- Developer: Sphere Inc.
- Publishers: NA: Spectrum HoloByte; EU: MicroProse;
- Director: Scot Bayless
- Designers: Gilman Louie Les Watts
- Programmers: Erick Jap Kuswara Pranawahadi Gary Stottlemyer
- Composer: Paul Mogg
- Series: Falcon
- Platform: MS-DOS
- Release: 1991
- Genre: Combat flight simulator
- Modes: Single player, multiplayer

= Falcon 3.0 =

1991 video game

Falcon 3.0 is a combat flight simulator video game developed by Sphere Inc. and published by Spectrum HoloByte in 1991 as the third official main entry in the Falcon series of the F-16 Fighting Falcon simulators.

==Gameplay==

A Screenshot showing the player engaging an enemy via an AIM9M. The game uses a slightly fictionalized variant of an F-16A cockpit, with the radar screen (bottom center) pictured next to the SCP (left).

Falcon 3.0 was claimed to have used flight dynamics from a real military simulator, and required a math coprocessor to enable the high fidelity flight mode. Even in less demanding modes, it was still virtually unplayable on computers slower than a 386. The recommended configuration was a 33 MHz 486, a top end machine at this time.

Falcon 3.0 offered "padlock" view, in which the player's POV is slewed in the direction of a selected target, scanning around the cockpit if necessary. It also offered players more natural looking topography than other commercial PC flight simulations at the time—with mountains, hills, valleys and other features having their own unique shapes.

The game includes a campaign engine that simulates fictional wars in Iraq, Israel, and Panama, with limited supplies of pilots, aircraft, and weapons that are periodically replenished. The game also includes a simulation of the Red Flag training exercise in Nevada which functions as a tutorial mode.

==Expansions==
An expansion pack Operation Fighting Tiger was released in 1992. It contains several additional scenarios, including a future skirmish between Japan and Russia, which gave the player the Japanese F-16 variant, the "FSX".

Two more expansions were released in 1993: MiG-29: Deadly Adversary of Falcon 3.0 and Hornet: Naval Strike Fighter.

Art of the Kill, a video tutorial that teaches aerial dogfighting basics used Falcon 3.0s built-in ACMI recorder to reconstruct engagements, explains tactics and counter-tactics. Falcon 3.0 was also the subject of dozens of aftermarket books, some written by actual F-16 pilots. Only the Microsoft Flight Simulator series spawned more books.

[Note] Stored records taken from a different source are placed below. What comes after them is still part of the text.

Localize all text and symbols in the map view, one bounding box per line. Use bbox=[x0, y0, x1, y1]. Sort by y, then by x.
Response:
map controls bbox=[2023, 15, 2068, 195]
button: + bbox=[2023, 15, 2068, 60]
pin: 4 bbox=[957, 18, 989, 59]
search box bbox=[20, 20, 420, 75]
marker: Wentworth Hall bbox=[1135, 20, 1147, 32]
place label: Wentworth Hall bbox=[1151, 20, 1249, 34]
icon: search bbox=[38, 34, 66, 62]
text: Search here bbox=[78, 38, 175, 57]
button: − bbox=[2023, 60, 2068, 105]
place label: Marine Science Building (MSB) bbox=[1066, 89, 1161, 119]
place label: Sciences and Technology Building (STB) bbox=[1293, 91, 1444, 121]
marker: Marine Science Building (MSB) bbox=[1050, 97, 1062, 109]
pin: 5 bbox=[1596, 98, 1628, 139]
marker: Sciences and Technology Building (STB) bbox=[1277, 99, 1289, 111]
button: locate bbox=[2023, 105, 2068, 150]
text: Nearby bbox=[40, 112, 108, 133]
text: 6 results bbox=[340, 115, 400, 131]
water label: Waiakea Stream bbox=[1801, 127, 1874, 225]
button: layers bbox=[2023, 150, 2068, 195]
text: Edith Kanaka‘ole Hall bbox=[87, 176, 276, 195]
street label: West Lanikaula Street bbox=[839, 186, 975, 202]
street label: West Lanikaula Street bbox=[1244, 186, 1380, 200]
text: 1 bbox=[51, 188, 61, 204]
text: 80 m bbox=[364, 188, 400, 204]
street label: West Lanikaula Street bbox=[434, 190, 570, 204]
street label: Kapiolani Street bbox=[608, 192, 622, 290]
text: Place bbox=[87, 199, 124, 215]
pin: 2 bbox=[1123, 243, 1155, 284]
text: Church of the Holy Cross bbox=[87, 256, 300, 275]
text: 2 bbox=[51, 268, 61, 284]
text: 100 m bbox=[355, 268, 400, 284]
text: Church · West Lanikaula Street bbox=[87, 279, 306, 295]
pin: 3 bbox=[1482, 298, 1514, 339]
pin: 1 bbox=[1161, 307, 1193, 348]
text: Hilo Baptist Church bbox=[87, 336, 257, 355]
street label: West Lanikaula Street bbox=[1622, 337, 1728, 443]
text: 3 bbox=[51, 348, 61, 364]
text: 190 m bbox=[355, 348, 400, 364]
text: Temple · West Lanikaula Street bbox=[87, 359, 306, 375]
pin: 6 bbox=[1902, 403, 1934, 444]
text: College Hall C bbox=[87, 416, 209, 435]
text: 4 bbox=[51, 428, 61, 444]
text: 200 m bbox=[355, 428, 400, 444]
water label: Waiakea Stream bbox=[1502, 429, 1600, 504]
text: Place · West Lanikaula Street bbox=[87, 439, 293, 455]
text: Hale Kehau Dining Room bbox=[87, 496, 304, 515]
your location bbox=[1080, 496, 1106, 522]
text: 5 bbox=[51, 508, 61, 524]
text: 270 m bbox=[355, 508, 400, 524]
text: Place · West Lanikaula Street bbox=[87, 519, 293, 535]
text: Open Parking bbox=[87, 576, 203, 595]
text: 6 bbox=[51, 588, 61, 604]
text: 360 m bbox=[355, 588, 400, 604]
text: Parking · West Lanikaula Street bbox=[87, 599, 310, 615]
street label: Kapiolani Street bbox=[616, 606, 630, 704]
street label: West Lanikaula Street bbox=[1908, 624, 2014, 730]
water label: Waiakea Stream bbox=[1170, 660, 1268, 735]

The game was re-released in 1994 as Falcon Gold a compilation which included Art of the Kill video digitized on the CD collection, along with Operation Fighting Tiger and the announcement for Falcon 4.0. It noted for their early multiplayer support, as even the first version supported two players via a null modem serial port connection.

==Reception==
Falcon 3.0 sold 400,000 copies by March 1995. Including its expansions, the full "Falcon 3.0 line" surpassed 700,000 copies in sales by December 1998. According to GameSpot, Falcon 3.0 sold well for years after its initial release, and add-on products extended its longevity.

Falcon 3.0 received 5 out of 5 stars in Dragon. In 1992 Vermont Air National Guard F-16 pilot Doug Fick stated in Computer Gaming World that the game's flight model and avionics were very accurate, and praised the game's VGA graphics. He was more critical in 1993, stating that "Spectrum Holobyte and the Falcon 3.0 team could learn something about realistic flight characteristics from" F-15 Strike Eagle III. A 1992 survey in Computer Gaming World of wargames with modern settings gave the game four and a half stars out of five, describing Falcon 3.0 as not as a game system as it is a way of life, but as the most complex air simulator ever released for the commercial sector, and the magazine named it the year's best simulation game. In 1996, the magazine ranked Falcon 3.0 as the tenth best computer game of all time for its introduction of "the first truly realistic flight model" for a jet aircraft, useful wingman and dynamic flight sim campaign, as well as the seventh most innovative computer game for setting a standard for realism and connectivity. That year, Falcon Gold was also ranked as the 80th top game of all time by Next Generation.

In 1994, PC Gamer US named Falcon 3.0 the 15th best computer game ever. The editors wrote at the time that no other jet simulation could surpass Spectrum Holobyte's Falcon 3.0 for its realism and detailed flight models. In 1996, Next Generation listed Falcon 3.0 Gold as number 80 on their "Top 100 Games of All Time". CNET Gamecenter named Falcon 3.0 one of the 10 most innovative computer games ever.

Despite many bugs (Computer Gaming World reported that "some readers have suggested that we give Falcon 3.0 the award for 'The Buggiest Game Ever'"), Falcon 3.0 retained its reputation as the most realistic flight simulation for years.

The editors of PCGames named Falcon 3.0 the best flight simulator of 1992, calling it the most detailed and most realistic simulator.